AIM OF THE EXERCISE: All lines of the material below that include the string "absolute" are to be copied.

RECORDS PROVIDED:
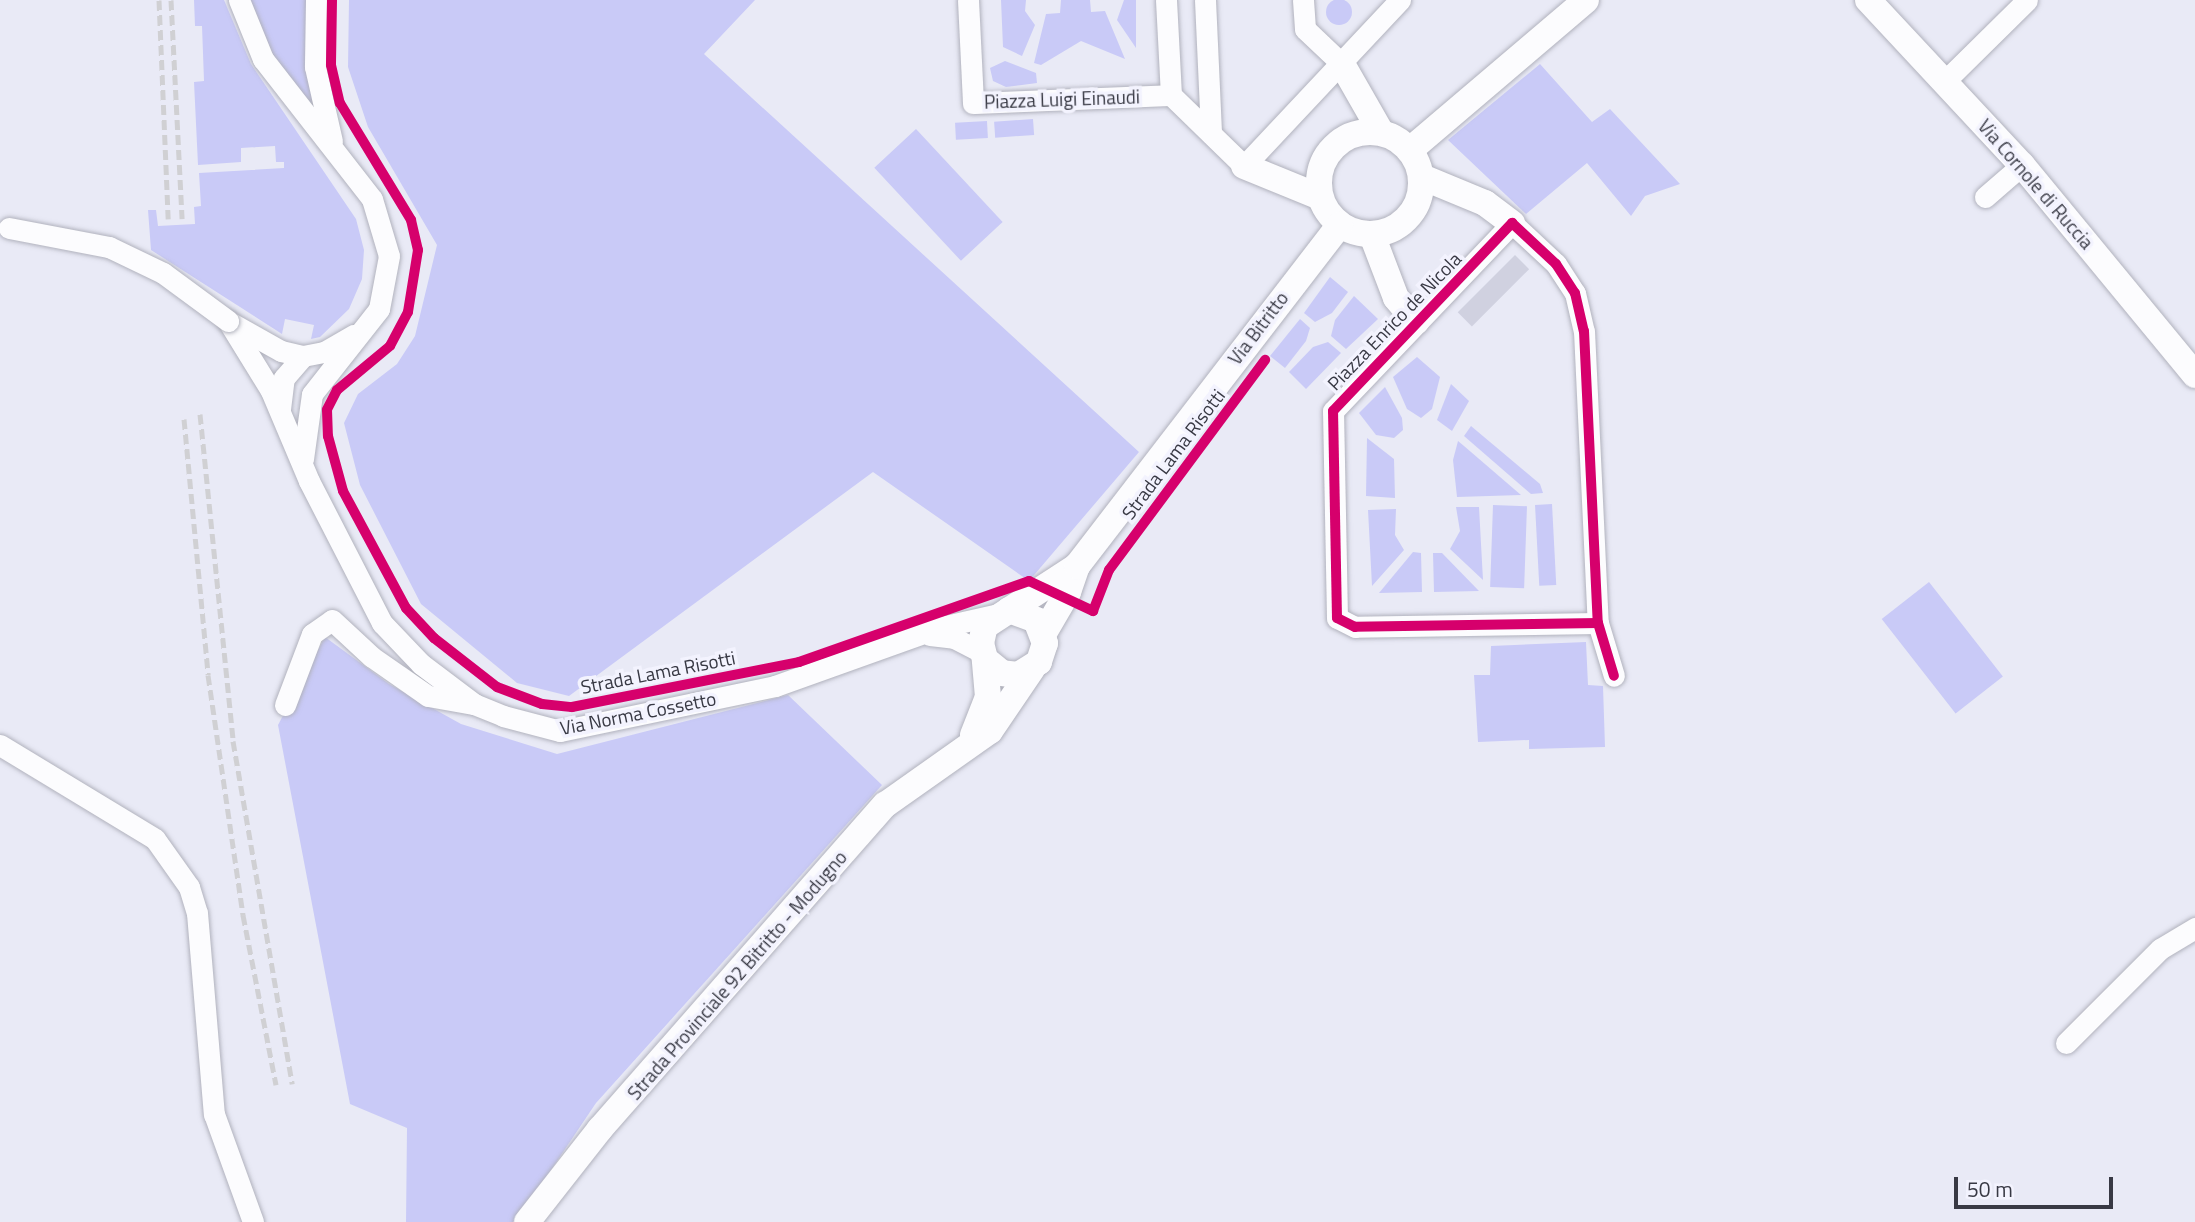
<!DOCTYPE html>
<html>
<head>
<meta charset="utf-8">
<style>
  body { margin:0 }
  #map { position:relative; width:2195px; height:1222px; overflow:hidden; background:#e9eaf6; font-family:"Titillium Web",sans-serif }
  div>[style] { position:absolute }
  .green>* { inset:0; background:#c9caf7; transform-origin:0 0 }
  .round { border-radius:50% }
  .building>* { inset:0; background:#d0d1e0; transform-origin:0 0 }
  .roads { filter:drop-shadow(0 0 2px #b1b2bd) drop-shadow(0 0 2px #b1b2bd) }
  .minor>* { height:21px; margin:-10.5px; padding:0 10.5px; transform-origin:10.5px; border-radius:10.5px; background:#fcfcfe }
  .major>* { height:26px; margin:-13px; padding:0 13px; transform-origin:13px; border-radius:13px; background:#fcfcfe }
  .major>.ring { margin:-13px; padding:0; box-sizing:content-box; background:none; border:26px solid #fcfcfe; border-radius:50% }
  .rail>* { height:5px; margin-top:-2.5px; transform-origin:0; background:repeating-linear-gradient(90deg,#d0d0d3 0 10px,transparent 0 15px) }
  .bridges { filter:drop-shadow(0 0 2px #b1b2bd) drop-shadow(0 0 2px #b1b2bd) }
  .minor-bridge>* { height:21px; margin:-10.5px; padding:0 10.5px; transform-origin:10.5px; border-radius:10.5px; background:#fcfcfe }
  .cycleway>* { height:10px; margin:-5px; padding:0 5px; transform-origin:5px; border-radius:5px; background:#d6006c }
  span { translate:-50% -50%; white-space:nowrap; text-align:center; line-height:1.15; -webkit-text-stroke:7px #f3f3fe; paint-order:stroke }
  .street-label { font-size:19px; color:#383944 }
  .scale { position:absolute; left:1954px; top:1177px; width:159px; height:32px; box-sizing:border-box; border:4px solid #383944; border-top:0; padding-left:9px; font-size:21px; line-height:24px; white-space:nowrap; color:#383944; -webkit-text-stroke:5px #f3f3fe; paint-order:stroke }
</style>
</head>
<body>
<div id="map">
  <div class="green">
    <i class="round" style="left:1326px;top:-1px;width:26px;height:26px"></i>
    <i style="clip-path:polygon(194px 0,224px 0,251px 64px,356px 219px,364px 250px,362px 279px,349px 309px,320px 337px,311px 339px,314px 325px,285px 319px,282px 334px,151px 250px,148px 210px,156px 210px,158px 226px,195px 224px,194px 207px,201px 206px,199px 173px,284px 168px,284px 162px,276px 162px,275px 146px,241px 148px,241px 162px,198px 165px,194px 82px,204px 81px,202px 26px,195px 26px)"></i>
    <i style="clip-path:polygon(248px 0,309px 0,312px 102px,307px 104px,276px 61px)"></i>
    <i style="clip-path:polygon(349px 0,755px 0,704px 54px,1139px 452px,1029px 581px,873px 472px,569px 696px,517px 683px,421px 604px,360px 485px,344px 423px,358px 394px,397px 364px,415px 336px,437px 245px,368px 127px,348px 67px)"></i>
    <i style="clip-path:polygon(1001px 0,1026px 0,1025px 11px,1035px 25px,1022px 56px,1003px 47px)"></i>
    <i style="clip-path:polygon(1061px 0,1090px 0,1091px 12px,1105px 11px,1125px 59px,1081px 41px,1041px 65px,1034px 63px,1046px 14px,1060px 13px)"></i>
    <i style="clip-path:polygon(1124px 0,1136px 0,1136px 48px,1117px 20px)"></i>
    <i style="clip-path:polygon(1005px 61px,1036px 73px,1037px 83px,1006px 87px,993px 81px,990px 68px)"></i>
    <i style="clip-path:polygon(1540px 64px,1592px 122px,1610px 109px,1680px 184px,1645px 196px,1631px 216px,1587px 163px,1526px 214px,1448px 140px)"></i>
    <i style="left:1033px;top:119px;width:16px;height:39px;rotate:86deg"></i>
    <i style="left:987px;top:121px;width:17px;height:32px;rotate:87deg"></i>
    <i style="left:916px;top:129px;width:127px;height:57px;rotate:47deg"></i>
    <i style="clip-path:polygon(1330px 277px,1348px 292px,1332px 313px,1315px 322px,1304px 313px)"></i>
    <i style="clip-path:polygon(1354px 296px,1378px 319px,1346px 349px,1331px 336px,1335px 320px)"></i>
    <i style="clip-path:polygon(1300px 319px,1310px 328px,1306px 341px,1285px 368px,1270px 356px)"></i>
    <i style="clip-path:polygon(1328px 342px,1341px 353px,1306px 389px,1289px 372px,1313px 347px)"></i>
    <i style="clip-path:polygon(1417px 357px,1440px 377px,1432px 409px,1421px 418px,1407px 409px,1393px 377px)"></i>
    <i style="clip-path:polygon(1451px 384px,1469px 401px,1452px 431px,1437px 420px)"></i>
    <i style="clip-path:polygon(1385px 387px,1402px 418px,1403px 430px,1394px 438px,1376px 435px,1359px 413px)"></i>
    <i style="clip-path:polygon(1471px 426px,1540px 484px,1543px 493px,1531px 494px,1464px 436px)"></i>
    <i style="clip-path:polygon(1367px 438px,1394px 459px,1395px 498px,1366px 496px)"></i>
    <i style="clip-path:polygon(1458px 441px,1464px 446px,1521px 495px,1457px 497px,1453px 460px)"></i>
    <i style="left:1552px;top:504px;width:81px;height:17px;rotate:87deg"></i>
    <i style="left:1493px;top:505px;width:34px;height:82px;rotate:2deg"></i>
    <i style="clip-path:polygon(1456px 507px,1479px 507px,1483px 580px,1450px 549px,1460px 531px)"></i>
    <i style="clip-path:polygon(1396px 509px,1395px 535px,1404px 550px,1372px 586px,1368px 510px)"></i>
    <i style="clip-path:polygon(1413px 552px,1421px 553px,1422px 592px,1379px 593px)"></i>
    <i style="clip-path:polygon(1433px 553px,1442px 553px,1479px 591px,1434px 592px)"></i>
    <i style="left:1929px;top:582px;width:120px;height:60px;rotate:52deg"></i>
    <i style="clip-path:polygon(325px 637px,389px 684px,461px 724px,557px 754px,788px 695px,882px 785px,596px 1103px,516px 1222px,406px 1222px,407px 1128px,350px 1104px,278px 725px)"></i>
    <i style="clip-path:polygon(1586px 642px,1588px 685px,1603px 686px,1605px 747px,1529px 749px,1529px 740px,1478px 742px,1474px 675px,1490px 675px,1491px 646px)"></i>
  </div>
  <div class="building">
    <i style="left:1515px;top:255px;width:20px;height:81px;rotate:45deg"></i>
  </div>
  <div class="roads">
    <div class="minor">
      <i style="left:239px;top:0;width:64px;rotate:67.9deg"></i>
      <i style="left:263px;top:59px;width:177px;rotate:52.1deg"></i>
      <i style="left:372px;top:199px;width:59px;rotate:73.4deg"></i>
      <i style="left:389px;top:256px;width:54px;rotate:100.7deg"></i>
      <i style="left:379px;top:309px;width:108px;rotate:128.2deg"></i>
      <i style="left:312px;top:394px;width:66px;rotate:97.9deg"></i>
      <i style="left:316px;top:0;width:67px;rotate:90.9deg"></i>
      <i style="left:315px;top:67px;width:76px;rotate:77.1deg"></i>
      <i style="left:968px;top:0;width:103px;rotate:87.2deg"></i>
      <i style="left:973px;top:103px;width:198px;rotate:-2.3deg"></i>
      <i style="left:1166px;top:0;width:95px;rotate:87deg"></i>
      <i style="left:1171px;top:95px;width:102px;rotate:44.2deg"></i>
      <i style="left:1244px;top:166px;width:228px;rotate:-46.8deg"></i>
      <i style="left:1205px;top:0;width:134px;rotate:87.4deg"></i>
      <i style="left:1303px;top:0;width:29px;rotate:86deg"></i>
      <i style="left:1305px;top:29px;width:51px;rotate:43.4deg"></i>
      <i style="left:1945px;top:81px;width:115px;rotate:-44.6deg"></i>
      <i style="left:1985px;top:197px;width:49px;rotate:-40.9deg"></i>
      <i style="left:228px;top:321px;width:82px;rotate:58.4deg"></i>
      <i style="left:271px;top:391px;width:98px;rotate:67.1deg"></i>
      <i style="left:309px;top:481px;width:160px;rotate:62.8deg"></i>
      <i style="left:382px;top:623px;width:57px;rotate:46.4deg"></i>
      <i style="left:421px;top:664px;width:66px;rotate:37deg"></i>
      <i style="left:474px;top:704px;width:31px;rotate:22deg"></i>
      <i style="left:503px;top:716px;width:59px;rotate:14.7deg"></i>
      <i style="left:560px;top:731px;width:220px;rotate:-11.8deg"></i>
      <i style="left:775px;top:686px;width:176px;rotate:-19.6deg"></i>
      <i style="left:941px;top:627px;width:58px;rotate:-12.8deg"></i>
      <i style="left:231px;top:323px;width:57px;rotate:29.2deg"></i>
      <i style="left:281px;top:351px;width:23px;rotate:13deg"></i>
      <i style="left:303px;top:356px;width:21px;rotate:-11deg"></i>
      <i style="left:324px;top:352px;width:34px;rotate:-30deg"></i>
      <i style="left:280px;top:409px;width:31px;rotate:-83deg"></i>
      <i style="left:284px;top:378px;width:29px;rotate:-49deg"></i>
      <i style="left:1598px;top:623px;width:243px;rotate:179.1deg"></i>
      <i style="left:1355px;top:627px;width:20px;rotate:-153deg"></i>
      <i style="left:1337px;top:618px;width:207px;rotate:-91.1deg"></i>
      <i style="left:1333px;top:411px;width:260px;rotate:-46.4deg"></i>
      <i style="left:1512px;top:223px;width:60px;rotate:43deg"></i>
      <i style="left:1556px;top:264px;width:35px;rotate:57deg"></i>
      <i style="left:1575px;top:293px;width:39px;rotate:77deg"></i>
      <i style="left:1584px;top:331px;width:292px;rotate:87.3deg"></i>
      <i style="left:1598px;top:623px;width:55px;rotate:73.2deg"></i>
      <i style="left:930px;top:635px;width:24px;rotate:7deg"></i>
      <i style="left:954px;top:638px;width:31px;rotate:27deg"></i>
      <i style="left:285px;top:705px;width:76px;rotate:-69.2deg"></i>
      <i style="left:312px;top:634px;width:24px;rotate:-35deg"></i>
      <i style="left:332px;top:620px;width:54px;rotate:42.8deg"></i>
      <i style="left:372px;top:657px;width:68px;rotate:34.9deg"></i>
      <i style="left:428px;top:696px;width:47px;rotate:9.9deg"></i>
      <i style="left:0;top:745px;width:181px;rotate:31.2deg"></i>
      <i style="left:155px;top:839px;width:59px;rotate:54.7deg"></i>
      <i style="left:189px;top:887px;width:27px;rotate:73deg"></i>
      <i style="left:197px;top:913px;width:202px;rotate:85.2deg"></i>
      <i style="left:214px;top:1114px;width:115px;rotate:70.1deg"></i>
      <i style="left:2066px;top:1043px;width:133px;rotate:-45deg"></i>
      <i style="left:2160px;top:949px;width:41px;rotate:-31deg"></i>
    </div>
    <div class="major">
      <i style="left:1868px;top:0;width:226px;rotate:47deg"></i>
      <i style="left:2022px;top:165px;width:272px;rotate:50.5deg"></i>
      <i style="left:1342px;top:64px;width:78px;rotate:60.2deg"></i>
      <i class="ring" style="left:1319px;top:132px;width:76px;height:76px"></i>
      <i style="left:1410px;top:150px;width:231px;rotate:-40.4deg"></i>
      <i style="left:1244px;top:166px;width:82px;rotate:22.2deg"></i>
      <i style="left:1422px;top:177px;width:68px;rotate:22.4deg"></i>
      <i style="left:1485px;top:203px;width:34px;rotate:37deg"></i>
      <i style="left:1372px;top:235px;width:67px;rotate:69.1deg"></i>
      <i style="left:1396px;top:298px;width:31px;rotate:50deg"></i>
      <i style="left:1009px;top:610px;width:29px;rotate:20deg"></i>
      <i style="left:1036px;top:620px;width:25px;rotate:69deg"></i>
      <i style="left:1045px;top:643px;width:20px;rotate:108deg"></i>
      <i style="left:1039px;top:662px;width:25px;rotate:148deg"></i>
      <i style="left:1018px;top:675px;width:16px;rotate:-173deg"></i>
      <i style="left:1002px;top:673px;width:22px;rotate:-141deg"></i>
      <i style="left:985px;top:659px;width:16px;rotate:-104deg"></i>
      <i style="left:981px;top:643px;width:17px;rotate:-77deg"></i>
      <i style="left:985px;top:626px;width:110px;rotate:-33.1deg"></i>
      <i style="left:1044px;top:633px;width:48px;rotate:-59.7deg"></i>
      <i style="left:1068px;top:592px;width:28px;rotate:-71deg"></i>
      <i style="left:1077px;top:566px;width:431px;rotate:-52.4deg"></i>
      <i style="left:973px;top:735px;width:41px;rotate:-68.5deg"></i>
      <i style="left:988px;top:697px;width:38px;rotate:-95deg"></i>
      <i style="left:527px;top:1222px;width:118px;rotate:-51.9deg"></i>
      <i style="left:600px;top:1129px;width:432px;rotate:-48.7deg"></i>
      <i style="left:885px;top:805px;width:128px;rotate:-35.2deg"></i>
      <i style="left:990px;top:731px;width:75px;rotate:-55.9deg"></i>
    </div>
  </div>
  <div class="rail">
    <i style="left:159px;top:0;width:219px;rotate:87.6deg"></i>
    <i style="left:171px;top:0;width:219px;rotate:87.1deg"></i>
    <i style="left:200px;top:414px;width:329px;rotate:84.2deg"></i>
    <i style="left:233px;top:741px;width:348px;rotate:80.2deg"></i>
    <i style="left:184px;top:419px;width:257px;rotate:84.6deg"></i>
    <i style="left:208px;top:675px;width:243px;rotate:81.7deg"></i>
    <i style="left:243px;top:915px;width:173px;rotate:79deg"></i>
  </div>
  <div class="bridges">
    <div class="minor-bridge">
      <i style="left:9px;top:228px;width:102px;rotate:10.8deg"></i>
      <i style="left:109px;top:247px;width:60px;rotate:25.7deg"></i>
      <i style="left:163px;top:273px;width:81px;rotate:36.4deg"></i>
    </div>
  </div>
  <div class="cycleway">
    <i style="left:332px;top:0;width:65px;rotate:90.9deg"></i>
    <i style="left:331px;top:65px;width:39px;rotate:77deg"></i>
    <i style="left:340px;top:103px;width:137px;rotate:58.7deg"></i>
    <i style="left:411px;top:220px;width:31px;rotate:77deg"></i>
    <i style="left:418px;top:250px;width:63px;rotate:99.2deg"></i>
    <i style="left:408px;top:312px;width:38px;rotate:118deg"></i>
    <i style="left:390px;top:346px;width:69px;rotate:140.3deg"></i>
    <i style="left:337px;top:390px;width:22px;rotate:117deg"></i>
    <i style="left:327px;top:410px;width:26px;rotate:88deg"></i>
    <i style="left:328px;top:436px;width:57px;rotate:74.7deg"></i>
    <i style="left:343px;top:491px;width:133px;rotate:61.7deg"></i>
    <i style="left:406px;top:608px;width:41px;rotate:47deg"></i>
    <i style="left:434px;top:638px;width:80px;rotate:37.9deg"></i>
    <i style="left:497px;top:687px;width:48px;rotate:20.7deg"></i>
    <i style="left:542px;top:704px;width:30px;rotate:6deg"></i>
    <i style="left:572px;top:707px;width:231px;rotate:-11.2deg"></i>
    <i style="left:799px;top:662px;width:244px;rotate:-19.4deg"></i>
    <i style="left:1029px;top:581px;width:71px;rotate:25.1deg"></i>
    <i style="left:1093px;top:611px;width:44px;rotate:-68.7deg"></i>
    <i style="left:1109px;top:570px;width:262px;rotate:-53.4deg"></i>
    <i style="left:1598px;top:623px;width:243px;rotate:179.1deg"></i>
    <i style="left:1355px;top:627px;width:20px;rotate:-153deg"></i>
    <i style="left:1337px;top:618px;width:207px;rotate:-91.1deg"></i>
    <i style="left:1333px;top:411px;width:260px;rotate:-46.4deg"></i>
    <i style="left:1512px;top:223px;width:60px;rotate:43deg"></i>
    <i style="left:1556px;top:264px;width:35px;rotate:57deg"></i>
    <i style="left:1575px;top:293px;width:39px;rotate:77deg"></i>
    <i style="left:1584px;top:331px;width:292px;rotate:87.3deg"></i>
    <i style="left:1598px;top:623px;width:55px;rotate:73.2deg"></i>
  </div>
  <div class="street-label">
    <span style="left:1062px;top:99px;rotate:-2deg">Piazza Luigi Einaudi</span>
    <span style="left:2036px;top:184px;rotate:49deg">Via Cornole di Ruccia</span>
    <span style="left:1394px;top:321px;rotate:-46deg">Piazza Enrico de Nicola</span>
    <span style="left:1258px;top:328px;rotate:-53deg">Via Bitritto</span>
    <span style="left:1173px;top:454px;rotate:-53deg">Strada Lama Risotti</span>
    <span style="left:658px;top:672px;rotate:-11deg">Strada Lama Risotti</span>
    <span style="left:638px;top:713px;rotate:-11deg">Via Norma Cossetto</span>
    <span style="left:737px;top:975px;rotate:-49deg">Strada Provinciale 92 Bitritto - Modugno</span>
  </div>
  <div class="scale">50 m</div>
</div>
</body>
</html>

RESULT OF THIS EXERCISE:
  div>[style] { position:absolute }
  .scale { position:absolute; left:1954px; top:1177px; width:159px; height:32px; box-sizing:border-box; border:4px solid #383944; border-top:0; padding-left:9px; font-size:21px; line-height:24px; white-space:nowrap; color:#383944; -webkit-text-stroke:5px #f3f3fe; paint-order:stroke }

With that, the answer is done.